[Entries supplied — start]
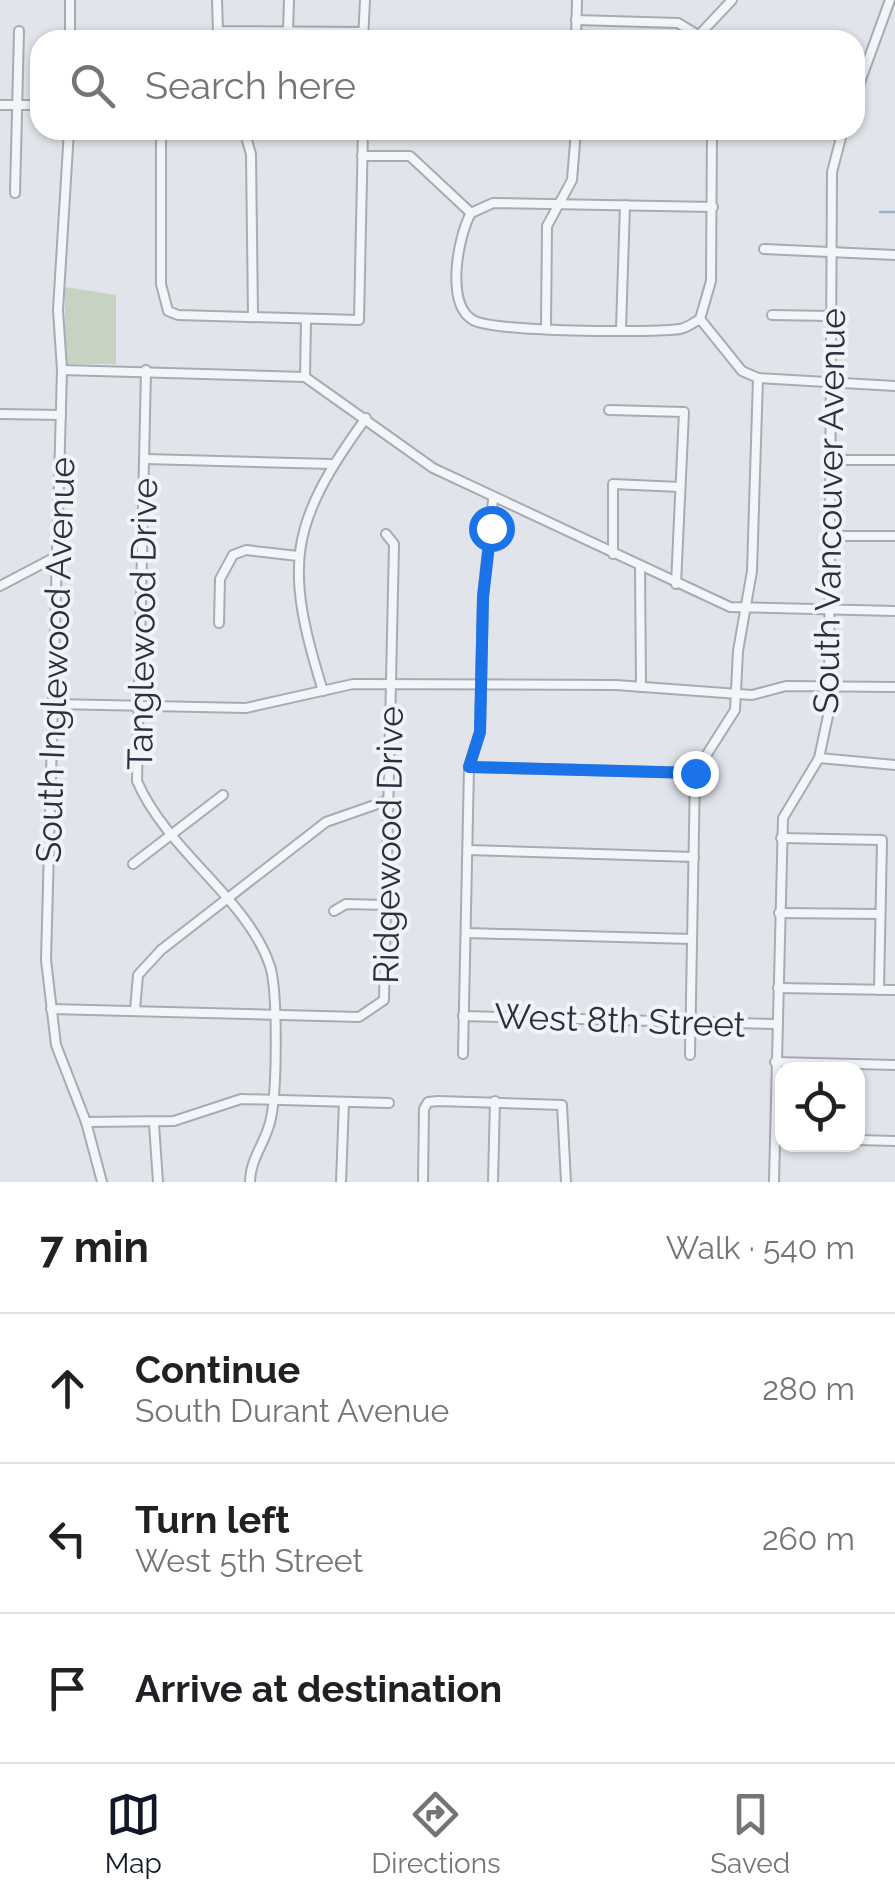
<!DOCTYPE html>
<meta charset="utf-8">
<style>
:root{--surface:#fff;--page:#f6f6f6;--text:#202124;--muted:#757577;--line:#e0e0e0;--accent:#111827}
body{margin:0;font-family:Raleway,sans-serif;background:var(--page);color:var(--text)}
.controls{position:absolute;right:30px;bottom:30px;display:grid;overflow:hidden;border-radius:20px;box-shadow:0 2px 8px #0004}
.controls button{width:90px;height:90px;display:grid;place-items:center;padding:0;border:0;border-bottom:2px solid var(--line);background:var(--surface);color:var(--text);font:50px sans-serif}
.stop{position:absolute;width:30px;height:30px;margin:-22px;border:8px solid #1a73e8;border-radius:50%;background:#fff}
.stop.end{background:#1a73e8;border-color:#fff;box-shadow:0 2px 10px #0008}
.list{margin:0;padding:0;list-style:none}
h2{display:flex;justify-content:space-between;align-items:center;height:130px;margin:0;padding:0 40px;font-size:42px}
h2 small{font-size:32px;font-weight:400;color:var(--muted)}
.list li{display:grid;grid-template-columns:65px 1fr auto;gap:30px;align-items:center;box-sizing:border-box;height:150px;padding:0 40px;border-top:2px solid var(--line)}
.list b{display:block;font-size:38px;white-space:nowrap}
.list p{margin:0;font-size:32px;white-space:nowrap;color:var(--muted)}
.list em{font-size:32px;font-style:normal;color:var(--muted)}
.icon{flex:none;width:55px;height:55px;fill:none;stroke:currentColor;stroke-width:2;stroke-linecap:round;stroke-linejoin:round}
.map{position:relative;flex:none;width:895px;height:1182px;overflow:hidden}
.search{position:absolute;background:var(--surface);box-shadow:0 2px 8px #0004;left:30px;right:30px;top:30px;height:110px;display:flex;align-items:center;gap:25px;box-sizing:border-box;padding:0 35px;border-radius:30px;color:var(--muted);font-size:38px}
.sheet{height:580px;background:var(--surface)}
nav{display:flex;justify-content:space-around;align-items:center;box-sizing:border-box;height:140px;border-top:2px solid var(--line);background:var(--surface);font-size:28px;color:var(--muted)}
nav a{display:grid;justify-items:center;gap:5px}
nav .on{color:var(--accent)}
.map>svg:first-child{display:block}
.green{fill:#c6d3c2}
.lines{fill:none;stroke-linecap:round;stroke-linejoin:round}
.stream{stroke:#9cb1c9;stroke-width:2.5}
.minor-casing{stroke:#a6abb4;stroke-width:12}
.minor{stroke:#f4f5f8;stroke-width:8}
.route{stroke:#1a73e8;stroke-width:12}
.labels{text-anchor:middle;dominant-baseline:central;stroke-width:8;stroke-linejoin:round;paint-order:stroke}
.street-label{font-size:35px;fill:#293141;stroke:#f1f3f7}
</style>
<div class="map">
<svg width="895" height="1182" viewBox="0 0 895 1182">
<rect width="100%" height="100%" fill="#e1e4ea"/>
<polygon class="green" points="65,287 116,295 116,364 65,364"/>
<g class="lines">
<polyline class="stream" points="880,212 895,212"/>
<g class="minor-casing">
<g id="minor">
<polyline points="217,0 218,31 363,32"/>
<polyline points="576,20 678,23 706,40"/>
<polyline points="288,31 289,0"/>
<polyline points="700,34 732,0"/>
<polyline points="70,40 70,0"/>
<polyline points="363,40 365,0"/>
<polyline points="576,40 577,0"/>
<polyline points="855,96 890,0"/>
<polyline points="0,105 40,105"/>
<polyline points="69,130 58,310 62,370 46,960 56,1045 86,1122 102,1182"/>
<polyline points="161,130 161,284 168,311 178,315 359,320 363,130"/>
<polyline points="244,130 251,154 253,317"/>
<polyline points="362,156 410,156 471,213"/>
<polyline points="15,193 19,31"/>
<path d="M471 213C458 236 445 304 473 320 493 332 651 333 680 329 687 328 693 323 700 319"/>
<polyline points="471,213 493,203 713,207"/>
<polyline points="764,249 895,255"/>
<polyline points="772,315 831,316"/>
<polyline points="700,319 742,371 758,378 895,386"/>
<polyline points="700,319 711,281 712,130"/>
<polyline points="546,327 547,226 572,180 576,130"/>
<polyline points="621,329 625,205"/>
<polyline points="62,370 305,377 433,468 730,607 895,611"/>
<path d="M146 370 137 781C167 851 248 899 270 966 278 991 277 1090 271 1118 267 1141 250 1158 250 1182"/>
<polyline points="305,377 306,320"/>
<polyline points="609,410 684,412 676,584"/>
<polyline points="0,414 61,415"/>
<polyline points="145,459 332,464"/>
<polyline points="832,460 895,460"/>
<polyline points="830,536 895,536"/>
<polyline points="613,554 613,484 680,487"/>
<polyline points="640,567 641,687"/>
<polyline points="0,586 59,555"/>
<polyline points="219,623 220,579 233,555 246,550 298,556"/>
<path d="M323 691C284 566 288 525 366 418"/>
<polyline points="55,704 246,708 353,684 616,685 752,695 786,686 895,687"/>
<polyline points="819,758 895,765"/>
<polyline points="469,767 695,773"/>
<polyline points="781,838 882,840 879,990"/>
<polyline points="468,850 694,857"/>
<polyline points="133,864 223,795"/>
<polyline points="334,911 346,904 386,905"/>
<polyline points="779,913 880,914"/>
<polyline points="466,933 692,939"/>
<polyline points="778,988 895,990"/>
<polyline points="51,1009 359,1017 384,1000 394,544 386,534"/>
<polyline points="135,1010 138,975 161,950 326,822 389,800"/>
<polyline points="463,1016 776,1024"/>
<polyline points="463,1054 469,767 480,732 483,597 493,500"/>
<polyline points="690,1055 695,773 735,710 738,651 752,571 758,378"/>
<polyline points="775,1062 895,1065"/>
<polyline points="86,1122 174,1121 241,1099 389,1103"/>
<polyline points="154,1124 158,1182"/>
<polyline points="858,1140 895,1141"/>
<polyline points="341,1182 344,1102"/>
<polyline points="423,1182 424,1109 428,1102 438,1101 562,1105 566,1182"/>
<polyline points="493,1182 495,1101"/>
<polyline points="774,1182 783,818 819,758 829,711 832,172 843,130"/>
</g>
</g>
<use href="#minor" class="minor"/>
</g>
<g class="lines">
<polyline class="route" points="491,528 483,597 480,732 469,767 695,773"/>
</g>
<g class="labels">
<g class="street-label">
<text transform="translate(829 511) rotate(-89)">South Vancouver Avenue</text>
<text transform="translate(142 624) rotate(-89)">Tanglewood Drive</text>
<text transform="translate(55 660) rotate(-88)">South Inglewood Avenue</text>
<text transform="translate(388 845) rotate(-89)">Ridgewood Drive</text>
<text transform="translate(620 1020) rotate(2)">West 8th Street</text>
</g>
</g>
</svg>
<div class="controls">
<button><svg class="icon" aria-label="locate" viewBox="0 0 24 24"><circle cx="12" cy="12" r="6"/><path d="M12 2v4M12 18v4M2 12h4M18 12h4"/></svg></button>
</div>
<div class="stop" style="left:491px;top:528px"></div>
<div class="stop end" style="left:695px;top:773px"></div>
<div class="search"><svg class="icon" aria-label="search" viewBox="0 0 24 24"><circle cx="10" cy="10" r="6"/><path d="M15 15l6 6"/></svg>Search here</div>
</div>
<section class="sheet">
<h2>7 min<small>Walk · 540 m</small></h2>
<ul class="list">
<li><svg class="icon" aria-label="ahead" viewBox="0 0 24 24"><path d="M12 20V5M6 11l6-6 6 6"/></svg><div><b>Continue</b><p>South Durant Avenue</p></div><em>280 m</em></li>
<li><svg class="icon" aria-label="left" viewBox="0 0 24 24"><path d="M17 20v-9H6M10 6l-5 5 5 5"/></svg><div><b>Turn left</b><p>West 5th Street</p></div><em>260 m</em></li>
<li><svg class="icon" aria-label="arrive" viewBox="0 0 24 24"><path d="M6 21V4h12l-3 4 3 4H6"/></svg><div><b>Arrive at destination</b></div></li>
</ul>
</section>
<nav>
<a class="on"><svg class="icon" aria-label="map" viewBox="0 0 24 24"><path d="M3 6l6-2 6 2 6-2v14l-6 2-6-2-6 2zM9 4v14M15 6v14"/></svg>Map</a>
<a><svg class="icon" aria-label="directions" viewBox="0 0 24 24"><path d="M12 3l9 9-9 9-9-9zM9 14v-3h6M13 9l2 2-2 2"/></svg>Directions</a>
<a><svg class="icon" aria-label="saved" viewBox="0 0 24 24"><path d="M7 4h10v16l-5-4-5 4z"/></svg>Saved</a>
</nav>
[Entries supplied — finish]
- What you have to do -
Go through the data and gather every line that holds "bottom".

- Answer below -
.controls{position:absolute;right:30px;bottom:30px;display:grid;overflow:hidden;border-radius:20px;box-shadow:0 2px 8px #0004}
.controls button{width:90px;height:90px;display:grid;place-items:center;padding:0;border:0;border-bottom:2px solid var(--line);background:var(--surface);color:var(--text);font:50px sans-serif}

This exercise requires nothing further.